(Dataset entries)
+ + +

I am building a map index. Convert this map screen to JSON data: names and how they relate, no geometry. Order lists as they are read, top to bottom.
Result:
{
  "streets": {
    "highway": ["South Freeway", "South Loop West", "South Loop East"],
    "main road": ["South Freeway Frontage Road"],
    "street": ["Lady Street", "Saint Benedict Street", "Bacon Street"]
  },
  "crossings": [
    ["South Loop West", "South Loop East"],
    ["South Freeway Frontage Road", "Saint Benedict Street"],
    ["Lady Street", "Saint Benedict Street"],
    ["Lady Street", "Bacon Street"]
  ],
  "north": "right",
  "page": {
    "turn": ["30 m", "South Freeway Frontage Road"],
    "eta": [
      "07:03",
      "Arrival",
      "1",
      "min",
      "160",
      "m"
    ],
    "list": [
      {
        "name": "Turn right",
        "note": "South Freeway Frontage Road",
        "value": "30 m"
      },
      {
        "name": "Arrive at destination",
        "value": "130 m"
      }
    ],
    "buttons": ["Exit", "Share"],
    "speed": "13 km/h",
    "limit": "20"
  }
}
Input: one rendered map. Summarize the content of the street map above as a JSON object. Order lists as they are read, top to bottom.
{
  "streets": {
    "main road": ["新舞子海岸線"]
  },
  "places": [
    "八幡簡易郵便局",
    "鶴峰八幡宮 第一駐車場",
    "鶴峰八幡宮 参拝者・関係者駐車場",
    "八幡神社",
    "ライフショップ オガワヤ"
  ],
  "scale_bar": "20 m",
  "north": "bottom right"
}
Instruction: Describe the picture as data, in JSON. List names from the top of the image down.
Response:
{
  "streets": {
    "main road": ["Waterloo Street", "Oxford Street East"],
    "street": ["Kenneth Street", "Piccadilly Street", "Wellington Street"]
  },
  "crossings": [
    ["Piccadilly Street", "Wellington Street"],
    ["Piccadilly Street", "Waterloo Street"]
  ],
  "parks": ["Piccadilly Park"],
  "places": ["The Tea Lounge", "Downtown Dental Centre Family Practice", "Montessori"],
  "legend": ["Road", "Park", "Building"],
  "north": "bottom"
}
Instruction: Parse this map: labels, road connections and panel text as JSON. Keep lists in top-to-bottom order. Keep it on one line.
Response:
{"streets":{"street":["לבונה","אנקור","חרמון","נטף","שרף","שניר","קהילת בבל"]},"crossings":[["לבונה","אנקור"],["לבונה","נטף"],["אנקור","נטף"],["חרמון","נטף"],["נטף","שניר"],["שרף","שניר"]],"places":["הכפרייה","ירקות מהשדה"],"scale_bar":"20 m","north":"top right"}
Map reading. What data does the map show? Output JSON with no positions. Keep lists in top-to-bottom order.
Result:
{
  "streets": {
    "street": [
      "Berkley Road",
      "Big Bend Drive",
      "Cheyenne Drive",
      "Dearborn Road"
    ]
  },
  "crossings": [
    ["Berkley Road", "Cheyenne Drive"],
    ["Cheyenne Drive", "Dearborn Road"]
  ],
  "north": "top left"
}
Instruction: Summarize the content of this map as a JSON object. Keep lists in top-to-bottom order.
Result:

+ + +

__What the task requires__: Please repeat, exactly and only, the lines from the one containing "Instruction: Summarize the" through the last line of the records, both included.

__Completed task__:
Instruction: Summarize the content of this map as a JSON object. Keep lists in top-to-bottom order.
Result:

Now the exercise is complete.